Starting from the line that holds "Map reading. Serialize", print each remaining line of the entries exactly, ending with the last.
********
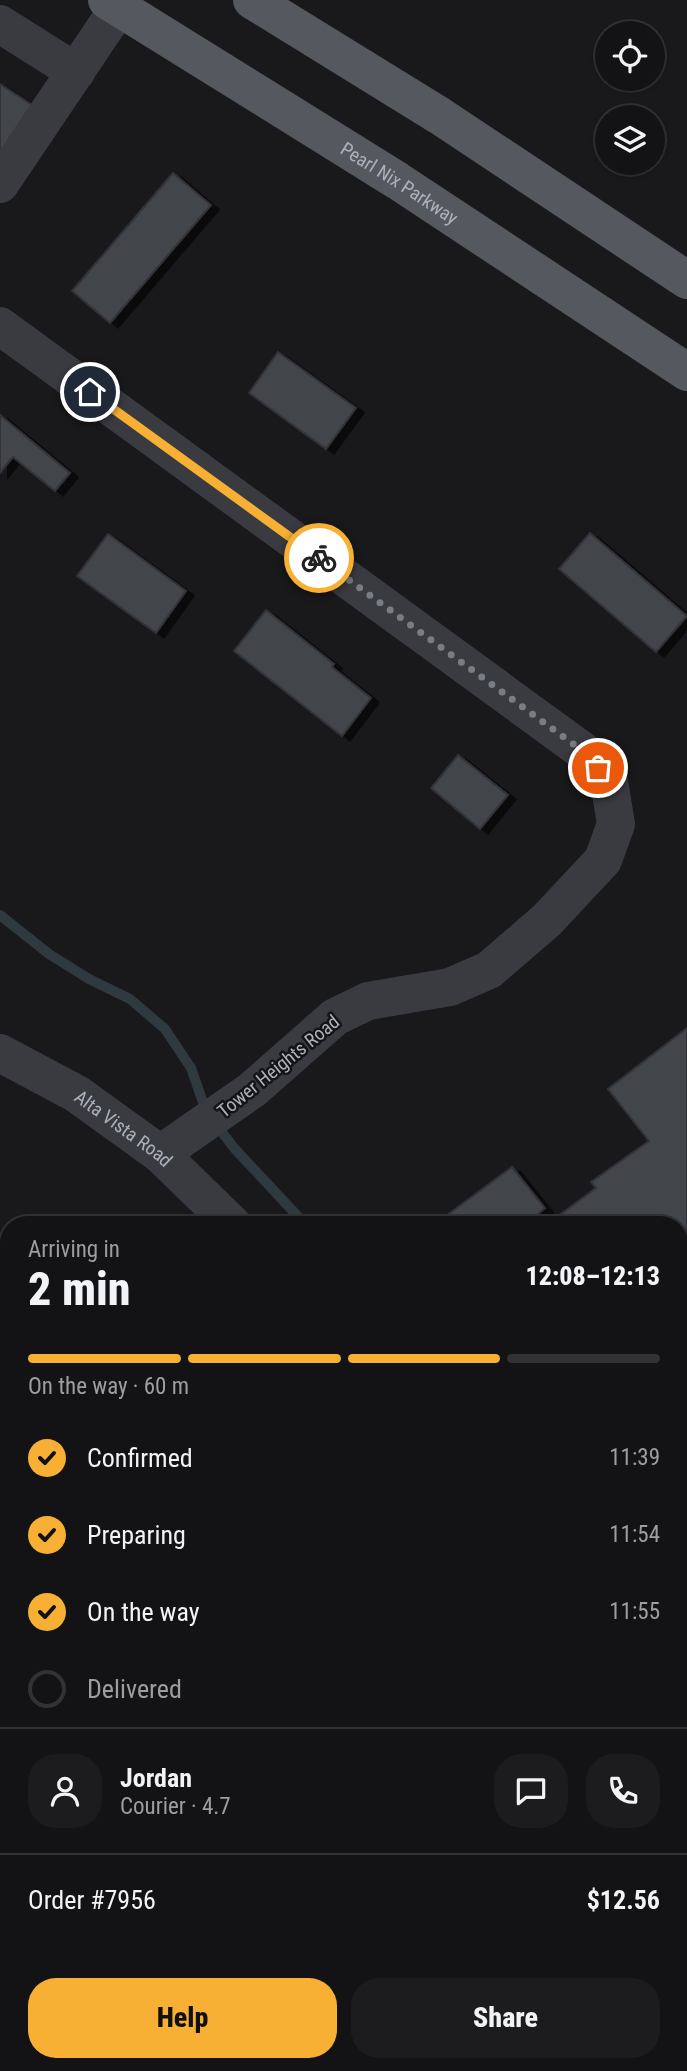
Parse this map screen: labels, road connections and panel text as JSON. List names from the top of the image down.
{
  "streets": {
    "main road": ["Pearl Nix Parkway"],
    "street": ["Tower Heights Road", "Alta Vista Road"]
  },
  "crossings": [
    ["Tower Heights Road", "Alta Vista Road"]
  ],
  "page": {
    "heading": ["2 min", "Arriving in", "12:08–12:13"],
    "panel": [
      "Jordan",
      "Courier · 4.7",
      "Order #7956",
      "$12.56"
    ],
    "bar": "On the way · 60 m",
    "list": [
      ["Confirmed", "11:39"],
      ["Preparing", "11:54"],
      ["On the way", "11:55"],
      "Delivered"
    ],
    "buttons": ["Help", "Share"]
  }
}
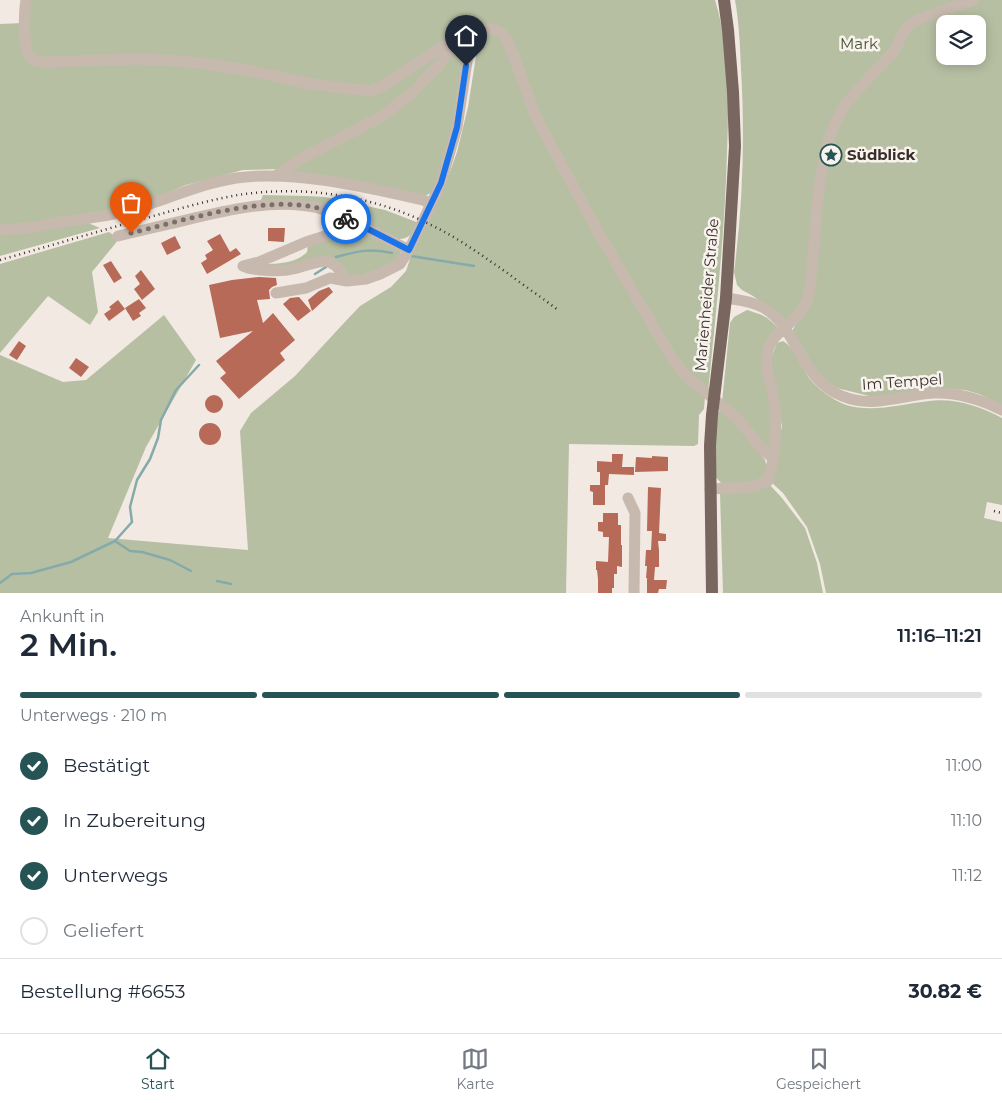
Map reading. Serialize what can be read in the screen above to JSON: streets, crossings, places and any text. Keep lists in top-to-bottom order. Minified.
{"streets":{"main road":["Marienheider Straße"],"street":["Im Tempel"]},"crossings":[["Marienheider Straße","Im Tempel"]],"parks":["Mark"],"places":{"place":["Südblick"]},"page":{"heading":["2 Min.","Ankunft in","11:16–11:21"],"panel":["Bestellung #6653","30.82 €"],"bar":"Unterwegs · 210 m","list":[["Bestätigt","11:00"],["In Zubereitung","11:10"],["Unterwegs","11:12"],"Geliefert"],"tabs":["Start","Karte","Gespeichert"]}}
********
# Reply
Map reading. Serialize what can be read in the screen above to JSON: streets, crossings, places and any text. Keep lists in top-to-bottom order. Minified.
{"streets":{"main road":["Marienheider Straße"],"street":["Im Tempel"]},"crossings":[["Marienheider Straße","Im Tempel"]],"parks":["Mark"],"places":{"place":["Südblick"]},"page":{"heading":["2 Min.","Ankunft in","11:16–11:21"],"panel":["Bestellung #6653","30.82 €"],"bar":"Unterwegs · 210 m","list":[["Bestätigt","11:00"],["In Zubereitung","11:10"],["Unterwegs","11:12"],"Geliefert"],"tabs":["Start","Karte","Gespeichert"]}}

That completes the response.